With the records below as input, work out how many lines include the word "white". Give only the number.

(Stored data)
········
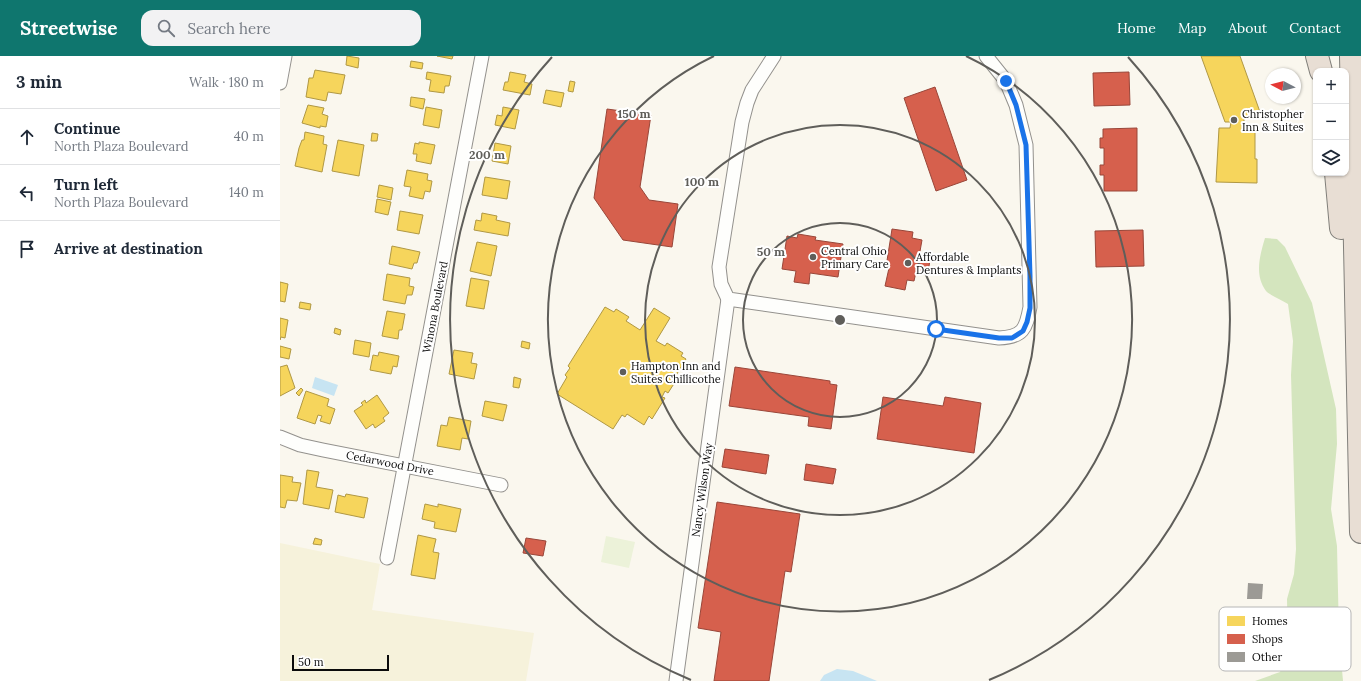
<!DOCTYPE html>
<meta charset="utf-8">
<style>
:root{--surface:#fff;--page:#f2f2f3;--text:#1f2937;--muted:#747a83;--line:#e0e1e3;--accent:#0f766e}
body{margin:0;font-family:Lora,serif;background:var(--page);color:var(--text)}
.controls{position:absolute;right:12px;top:12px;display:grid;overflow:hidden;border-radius:8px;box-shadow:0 1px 3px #0004}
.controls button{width:36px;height:36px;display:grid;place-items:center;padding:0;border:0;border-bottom:1px solid var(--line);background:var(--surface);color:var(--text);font:20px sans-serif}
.compass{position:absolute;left:985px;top:12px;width:36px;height:36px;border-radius:50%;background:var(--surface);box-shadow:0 1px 3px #0004;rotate:277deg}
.scale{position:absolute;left:12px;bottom:10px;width:97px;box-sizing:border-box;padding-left:4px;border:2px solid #0b0b0b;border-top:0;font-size:11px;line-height:14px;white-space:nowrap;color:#0b0b0b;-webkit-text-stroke:3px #fff;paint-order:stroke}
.stop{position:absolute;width:12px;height:12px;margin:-9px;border:3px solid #1a73e8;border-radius:50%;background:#fff}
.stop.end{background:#1a73e8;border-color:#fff;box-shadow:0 1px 4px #0008}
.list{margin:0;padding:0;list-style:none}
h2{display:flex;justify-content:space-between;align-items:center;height:52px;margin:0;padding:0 16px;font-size:17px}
h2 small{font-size:13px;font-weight:400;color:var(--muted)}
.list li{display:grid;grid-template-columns:26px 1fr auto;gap:12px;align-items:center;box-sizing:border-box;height:56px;padding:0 16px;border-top:1px solid var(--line)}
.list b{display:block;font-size:15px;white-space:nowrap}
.list p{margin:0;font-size:13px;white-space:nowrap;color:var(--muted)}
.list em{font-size:13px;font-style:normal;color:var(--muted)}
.icon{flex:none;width:22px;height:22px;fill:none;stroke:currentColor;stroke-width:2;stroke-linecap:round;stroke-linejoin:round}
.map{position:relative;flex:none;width:1081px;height:625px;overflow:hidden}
header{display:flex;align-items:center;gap:24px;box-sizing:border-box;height:56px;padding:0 20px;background:var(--accent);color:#fff}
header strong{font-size:19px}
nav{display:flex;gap:22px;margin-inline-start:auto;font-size:14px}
.search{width:280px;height:36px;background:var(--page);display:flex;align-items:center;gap:10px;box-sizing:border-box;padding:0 14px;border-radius:12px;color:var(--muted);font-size:15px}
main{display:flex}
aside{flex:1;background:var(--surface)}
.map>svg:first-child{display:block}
</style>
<header>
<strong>Streetwise</strong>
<div class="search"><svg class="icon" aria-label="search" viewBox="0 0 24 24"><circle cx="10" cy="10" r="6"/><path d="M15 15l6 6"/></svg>Search here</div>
<nav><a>Home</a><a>Map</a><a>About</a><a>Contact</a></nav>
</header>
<main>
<aside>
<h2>3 min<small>Walk · 180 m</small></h2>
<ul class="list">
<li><svg class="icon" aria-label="ahead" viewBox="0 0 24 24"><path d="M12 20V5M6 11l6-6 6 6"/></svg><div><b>Continue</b><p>North Plaza Boulevard</p></div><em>40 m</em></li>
<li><svg class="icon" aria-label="left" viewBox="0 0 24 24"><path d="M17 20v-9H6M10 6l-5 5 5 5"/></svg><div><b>Turn left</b><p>North Plaza Boulevard</p></div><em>140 m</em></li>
<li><svg class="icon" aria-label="arrive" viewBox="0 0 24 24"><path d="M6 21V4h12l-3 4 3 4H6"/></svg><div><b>Arrive at destination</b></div></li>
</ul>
</aside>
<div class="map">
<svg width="1081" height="625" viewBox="0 0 1081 625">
<rect width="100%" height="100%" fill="#faf7ee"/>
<path fill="#f6f2db" d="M0,487L100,508L92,554L254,577L246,625H0Z"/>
<path fill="#d4e5be" d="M985,182L997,183L1005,191L1032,247L1056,353L1057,388L1051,453L1057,490L1059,580L1063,625H975L1000,616L1008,594L1007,543L1014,518L1016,493L1011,319L1013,285L1008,248C1002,244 991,240 986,235C974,219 980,199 985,182Z"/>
<path fill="#ecf2d9" d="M326,480L355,486L349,512L321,506Z"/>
<g fill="#c7e4f2">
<path d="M35,321L58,329L54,340L32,332Z"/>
<path d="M557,613L573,615L597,625H540L544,619Z"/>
</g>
<g fill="#f6d55c" stroke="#b09844">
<path d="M67,0L79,2L78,12L66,9Z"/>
<path d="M157,0H173L172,3Z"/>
<path d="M921,0H960L980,56L964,62V72H975V103H977V127L936,126L939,72H950L951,66H945Z"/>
<path d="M131,5L143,7L142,13L130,11Z"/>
<path d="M35,14L65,19L61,38L48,36L46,45L26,41L29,22H33Z"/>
<path d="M147,16L171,20L169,30H165L164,37L149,35L151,24L146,23Z"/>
<path d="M230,16L246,19L244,26L252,28L250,39L223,34L225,26H228Z"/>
<path d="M290,25L295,26L293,36L288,35Z"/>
<path d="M266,34L284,37L281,51L263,47Z"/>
<path d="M131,41L145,43L143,53L130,50Z"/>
<path d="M28,49L44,52L42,58L48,60L46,71L40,70V72L22,67Z"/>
<path d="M146,51L162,54L159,72L143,69Z"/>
<path d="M223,51L239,54L235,73L215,69L217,59L222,60Z"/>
<path d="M25,76L44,80L43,88L47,89L42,116L15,110L19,92L22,84H24Z"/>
<path d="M92,77L98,78L97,85H91Z"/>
<path d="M58,84L84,89L79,120L52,115Z"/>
<path d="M139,86L155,89L151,108L136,105L137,98H133L135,87L139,88Z"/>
<path d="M215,87L231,90L228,108L212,105Z"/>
<path d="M127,114L148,118L147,124L152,125L150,136L145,135L143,143L129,140L131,131L124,130Z"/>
<path d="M205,121L230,125L227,143L202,139Z"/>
<path d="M99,129L113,132L111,144L97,141Z"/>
<path d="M97,143L111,146L108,159L95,156Z"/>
<path d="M120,155L143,159L139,178L117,174Z"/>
<path d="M202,157L217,160L216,164L230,167L228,180L194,174L196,164L201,165Z"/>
<path d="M197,186L217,190L211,220L190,215Z"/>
<path d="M112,190L140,196L137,207H134L132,213L109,208Z"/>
<path d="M107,218L130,222L129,230L134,231L132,239H127L125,248L103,244Z"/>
<path d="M191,222L209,225L204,253L186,250Z"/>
<path d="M0,226L8,228L5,246L0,245Z"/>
<path d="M20,246L31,248L30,254L19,252Z"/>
<path d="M325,251L334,256L336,253L349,261L346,265L360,274L374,252L390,262L376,285L385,290L387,287L403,297L401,300L406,303L395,321L397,323L388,337L385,335L382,341L385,342L372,363L369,360L364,369L347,358L345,361L342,359L333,373L277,338L287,321L285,319L290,312L288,310Z"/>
<path d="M107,255L125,258L122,274H119L118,283L102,280Z"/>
<path d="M0,262L8,264L5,282L1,281L0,284Z"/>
<path d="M55,272L61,274L60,279L54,277Z"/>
<path d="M75,284L91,287L89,301L73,298Z"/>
<path d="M242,285L250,287L249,293L241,291Z"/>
<path d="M0,290L11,293L9,303L0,301Z"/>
<path d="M174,294L193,297L191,307L197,308L194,323L169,318Z"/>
<path d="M99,296L119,300L117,311L113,310L111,318L90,314L93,299L98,300Z"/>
<path d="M7,309L15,332L0,340V311Z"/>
<path d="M234,321L241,323L239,332L233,331Z"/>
<path d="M21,332L23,334L19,340L16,337Z"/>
<path d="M26,335L49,343L47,350L55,353L50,368L40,365L42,360L38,359L35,368L17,362Z"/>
<path d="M97,339L109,357L103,362L105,365L95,372L93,368L86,373L74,355L83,349L81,347L85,344L86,347Z"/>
<path d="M205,345L227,349L223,365L202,360Z"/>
<path d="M169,361L191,365L188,383L182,382L180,394L157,390L161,369L167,370Z"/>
<path d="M27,414L39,416L36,431L53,434L49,453L23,448Z"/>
<path d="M0,419L13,421L12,426L21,427L17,445L7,444L5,452L0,451Z"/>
<path d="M66,438L88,442L84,462L55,456L58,439L65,441Z"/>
<path d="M145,448L158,451V448L181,453L176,476L154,472L155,466L142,463Z"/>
<path d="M138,479L156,483L153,496L159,497L155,523L131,519Z"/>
<path d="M35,482L42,484L41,489L33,488Z"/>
</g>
<g fill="#d6604d" stroke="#994639">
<path d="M849,16L850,49L814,50L813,17Z"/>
<path d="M655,31L687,124L656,135L624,42Z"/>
<path d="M327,53L371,59L360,131L369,144L398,148L392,191L343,184L314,142Z"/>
<path d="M857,72V135H824V119H820V109H824V92H820V82H823V73Z"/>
<path d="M612,173L633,176L632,182L642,184L639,201L650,203L648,218L636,216L634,225L627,224L625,234L605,230L609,212L606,211Z"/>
<path d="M863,174L864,210L816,211L815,175Z"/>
<path d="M518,178L536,181L535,184L563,188L558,221L530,217L529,228L514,226L516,215L502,213L507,180L517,182Z"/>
<path d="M455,311L550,325V328L557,329L551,373L528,370L529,361L449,350Z"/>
<path d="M603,341L663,350L665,341L701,347L694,397L597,383Z"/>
<path d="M445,393L489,399L486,418L442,411Z"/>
<path d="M526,408L556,413L553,428L524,424Z"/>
<path d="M437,446L520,458L511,516L505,515L489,625H434L441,576L418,572Z"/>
<path d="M246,482L266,485L263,500L243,497Z"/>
</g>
<path fill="#9c9a95" d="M968,527L983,528L982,543H967Z"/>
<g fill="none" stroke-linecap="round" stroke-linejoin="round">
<defs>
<g id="street">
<path d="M494,0L472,34L467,47L462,66L439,211L441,228L448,243L719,282C743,281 746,273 750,251L746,89L736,49L726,25L706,0"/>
<path d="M0,27L5,0"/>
<path d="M0,381L20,389L43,394L221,429"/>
<path d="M107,502L202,0"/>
<path d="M396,625L448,243"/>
</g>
<g id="highway">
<path d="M1037,0L1041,15"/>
<path d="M1071,0L1081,476"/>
<path d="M1056,117L1061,172"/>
</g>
</defs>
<use href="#street" stroke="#93918d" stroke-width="15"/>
<use href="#highway" stroke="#807f7a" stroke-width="24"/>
<use href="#street" stroke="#fefefc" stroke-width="13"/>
<use href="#highway" stroke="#e8ded4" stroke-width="22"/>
</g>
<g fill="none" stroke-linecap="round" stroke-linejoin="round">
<path stroke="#1a73e8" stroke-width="5" d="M656,273L719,282H732L743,275L747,266L750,252V220L746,89L736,49L726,25"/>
</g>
<g fill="none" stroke="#5f5e5a" stroke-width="2">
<circle cx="560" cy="264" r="97"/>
<circle cx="560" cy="264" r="195"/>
<path d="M686 0A292 292 0 1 1 434 0"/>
<path d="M411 624A390 390 0 0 1 272 1M848 1A390 390 0 0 1 709 624"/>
</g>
<g fill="#5f5e5a" stroke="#fff" stroke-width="1.5">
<circle cx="954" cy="64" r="4"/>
<circle cx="533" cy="201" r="4"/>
<circle cx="628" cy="207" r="4"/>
<circle cx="343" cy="316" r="4"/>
</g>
<g text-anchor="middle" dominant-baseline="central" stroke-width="4" stroke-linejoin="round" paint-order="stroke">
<g font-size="11" fill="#0b0b0b" stroke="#fff" text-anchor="start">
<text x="962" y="58">Christopher<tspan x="962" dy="13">Inn &amp; Suites</tspan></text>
<text x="541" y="195">Central Ohio<tspan x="541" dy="13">Primary Care</tspan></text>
<text x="636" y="201">Affordable<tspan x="636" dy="13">Dentures &amp; Implants</tspan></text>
<text x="351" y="310">Hampton Inn and<tspan x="351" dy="13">Suites Chillicothe</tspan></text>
</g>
<g font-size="11" fill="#0b0b0b" stroke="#fff">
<text transform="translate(155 251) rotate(-79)">Winona Boulevard</text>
<text transform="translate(110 407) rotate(11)">Cedarwood Drive</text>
<text transform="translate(422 434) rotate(-82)">Nancy Wilson Way</text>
</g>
</g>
<rect x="939" y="551" width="132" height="64" rx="6" fill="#fff" stroke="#b6b6b6" stroke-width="1"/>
<rect x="947" y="560" width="18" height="10" fill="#f6d55c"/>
<rect x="947" y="578" width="18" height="10" fill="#d6604d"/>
<rect x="947" y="596" width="18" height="10" fill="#9c9a95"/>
<g font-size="11" fill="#0b0b0b">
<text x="972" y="569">Homes</text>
<text x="972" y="587">Shops</text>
<text x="972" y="605">Other</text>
</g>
<circle cx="560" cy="264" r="6" fill="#5f5e5a" stroke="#fff" stroke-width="2"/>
<g font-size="12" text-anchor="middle" font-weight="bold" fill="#5f5e5a" stroke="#fff" stroke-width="4" stroke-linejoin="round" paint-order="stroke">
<text x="354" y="62">150 m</text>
<text x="207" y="103">200 m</text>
<text x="422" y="130">100 m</text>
<text x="491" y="200">50 m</text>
</g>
</svg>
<div class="controls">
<button>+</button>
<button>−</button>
<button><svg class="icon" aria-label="layers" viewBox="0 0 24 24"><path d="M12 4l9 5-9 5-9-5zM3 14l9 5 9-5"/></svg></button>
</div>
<svg class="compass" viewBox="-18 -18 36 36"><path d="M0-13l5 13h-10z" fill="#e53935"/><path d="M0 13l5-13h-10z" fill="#747a83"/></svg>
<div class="scale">50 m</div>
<div class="stop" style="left:656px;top:273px"></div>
<div class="stop end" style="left:726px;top:25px"></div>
</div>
</main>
········
WORKED SOLUTION:
3